Enders got up, wincing, putting his hands in the small of his back. He looked desperately tired, but he managed a small smile just the same. Looking at the ship seemed to refresh him. Blood was trickling from the corner of one eye, however - a single red tear. Something in there had ruptured. It's being this close to the ship, Gard thought. On the first of the two days Bobby Tremain had spent 'helping' him, he had spit out his last few teeth like machinegun bullets almost as soon as they got here.
He thought of telling Enders that something behind his right eye was leaking, then decided to let him discover it on his own. The guy would be all right. Probably. Even if he wasn't, Gardener wasn't sure he cared ... this more than anything else shocked him.
Why should it? Are you kidding yourself that these cats are human anymore? If you are, you better wise up, Gard ole Gard.
He headed down the slope, stopping at the last stump before rocky soil gave way to chipped and runnelled bedrock. He picked up a cheap transistor radio made of yellow high-impact plastic. It looked like Snoopy. Attached to it was the board from a Sharp calculator.
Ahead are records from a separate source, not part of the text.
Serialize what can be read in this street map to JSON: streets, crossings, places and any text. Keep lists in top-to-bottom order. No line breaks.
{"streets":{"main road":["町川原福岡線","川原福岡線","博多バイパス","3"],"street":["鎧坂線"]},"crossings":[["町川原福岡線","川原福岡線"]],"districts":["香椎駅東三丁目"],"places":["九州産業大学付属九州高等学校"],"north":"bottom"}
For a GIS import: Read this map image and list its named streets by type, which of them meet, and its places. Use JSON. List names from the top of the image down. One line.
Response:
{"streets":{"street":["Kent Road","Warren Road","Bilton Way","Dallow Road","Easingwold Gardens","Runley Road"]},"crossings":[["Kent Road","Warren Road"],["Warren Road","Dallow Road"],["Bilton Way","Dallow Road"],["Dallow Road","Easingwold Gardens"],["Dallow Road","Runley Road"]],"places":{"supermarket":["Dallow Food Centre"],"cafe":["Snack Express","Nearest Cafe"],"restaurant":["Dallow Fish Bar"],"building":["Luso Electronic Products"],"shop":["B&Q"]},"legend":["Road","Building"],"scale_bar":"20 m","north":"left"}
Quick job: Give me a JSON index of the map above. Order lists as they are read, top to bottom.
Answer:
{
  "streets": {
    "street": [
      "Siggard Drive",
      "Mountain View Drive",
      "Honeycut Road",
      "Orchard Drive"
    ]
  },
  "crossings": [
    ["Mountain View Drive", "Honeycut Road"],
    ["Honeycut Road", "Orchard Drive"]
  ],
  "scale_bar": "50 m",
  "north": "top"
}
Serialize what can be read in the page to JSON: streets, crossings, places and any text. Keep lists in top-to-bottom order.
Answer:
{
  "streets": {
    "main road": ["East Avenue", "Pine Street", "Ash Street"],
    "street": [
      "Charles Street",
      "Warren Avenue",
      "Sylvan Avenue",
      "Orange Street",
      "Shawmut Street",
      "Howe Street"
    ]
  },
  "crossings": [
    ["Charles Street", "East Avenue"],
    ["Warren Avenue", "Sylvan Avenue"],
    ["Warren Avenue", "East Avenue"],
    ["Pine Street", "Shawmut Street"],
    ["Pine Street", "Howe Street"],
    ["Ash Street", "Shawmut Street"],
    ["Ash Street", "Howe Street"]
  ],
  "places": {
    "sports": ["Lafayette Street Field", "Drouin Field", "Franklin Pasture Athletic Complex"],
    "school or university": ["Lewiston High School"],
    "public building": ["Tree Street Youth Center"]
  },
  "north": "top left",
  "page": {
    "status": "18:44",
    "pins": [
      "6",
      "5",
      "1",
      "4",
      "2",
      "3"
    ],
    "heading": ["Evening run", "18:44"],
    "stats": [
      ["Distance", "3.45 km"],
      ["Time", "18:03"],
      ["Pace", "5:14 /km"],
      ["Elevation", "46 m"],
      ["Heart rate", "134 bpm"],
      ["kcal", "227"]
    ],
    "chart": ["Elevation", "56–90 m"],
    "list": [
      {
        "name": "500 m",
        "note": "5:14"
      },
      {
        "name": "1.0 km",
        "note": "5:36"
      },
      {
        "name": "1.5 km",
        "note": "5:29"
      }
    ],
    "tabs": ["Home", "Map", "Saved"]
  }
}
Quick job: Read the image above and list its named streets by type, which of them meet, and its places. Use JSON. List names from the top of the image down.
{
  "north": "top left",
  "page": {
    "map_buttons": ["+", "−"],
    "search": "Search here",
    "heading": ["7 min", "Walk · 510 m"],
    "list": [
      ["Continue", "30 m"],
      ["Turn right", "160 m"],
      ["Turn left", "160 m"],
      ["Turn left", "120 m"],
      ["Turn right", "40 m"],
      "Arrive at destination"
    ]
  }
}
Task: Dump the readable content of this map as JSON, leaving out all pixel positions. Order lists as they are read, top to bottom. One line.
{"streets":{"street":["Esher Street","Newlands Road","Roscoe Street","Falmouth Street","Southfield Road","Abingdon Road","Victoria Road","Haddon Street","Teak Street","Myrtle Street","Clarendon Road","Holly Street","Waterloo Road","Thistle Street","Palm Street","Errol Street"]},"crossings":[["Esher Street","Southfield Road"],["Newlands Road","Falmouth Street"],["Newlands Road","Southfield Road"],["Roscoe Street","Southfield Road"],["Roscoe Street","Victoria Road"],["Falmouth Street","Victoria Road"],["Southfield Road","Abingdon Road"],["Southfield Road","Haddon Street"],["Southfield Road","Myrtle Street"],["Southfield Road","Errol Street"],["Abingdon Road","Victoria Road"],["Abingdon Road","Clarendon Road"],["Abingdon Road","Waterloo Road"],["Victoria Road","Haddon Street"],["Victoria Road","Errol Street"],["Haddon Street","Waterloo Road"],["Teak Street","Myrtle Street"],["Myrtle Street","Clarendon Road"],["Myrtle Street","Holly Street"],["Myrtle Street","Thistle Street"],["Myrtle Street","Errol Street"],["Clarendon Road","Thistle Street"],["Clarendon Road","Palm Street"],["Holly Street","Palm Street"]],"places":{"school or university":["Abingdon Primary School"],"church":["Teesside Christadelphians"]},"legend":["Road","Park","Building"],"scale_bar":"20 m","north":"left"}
And, of course, batteries.
Humming, Gardener made his way down to the edge of the trench. There the music dried up and he was quiet, only staring at the titanic gray flank of the ship. The view did not refresh him, but it did inspire a deep awe which had overtones of steadily darkening fear.
But you still hope, too. You'd be a liar if you said you didn't. The key could still be here ... somewhere.
As the fear darkened, however, that hope did too. Soon he thought it would be gone.
The hillside excavation now made the ship's flank too far away to touch - not that he wanted to; he didn't enjoy the sensation of having his head turning into a very large speaker. It hurt. He rarely bled now when he did touch it (and touching it was sometimes inevitable), but the blast of radio always came, and on occasion his nose or ears could still spray a hell of a lot more blood than he cared to look at. Gardener wondered briefly just how much borrowed time he was now living on, but that question was also moot. From the morning he had awakened on that New Hampshire breakwater, it had all been borrowed time. He was a sick man and he knew it, but not too sick to appreciate the irony of the situation in which he found himself: after busting his hump to dig this fucker up with a variety of tools which looked as if they might have come out of The Hugo Gernsback Whole Universe Catalogue, after doing what the rest of them probably couldn't have done without working themselves to death in a kind of hypnotic trance, he might not be able to go inside when and if they came to the hatch Bobbi believed was there. But he meant to try. You could bet your watch and chain on that.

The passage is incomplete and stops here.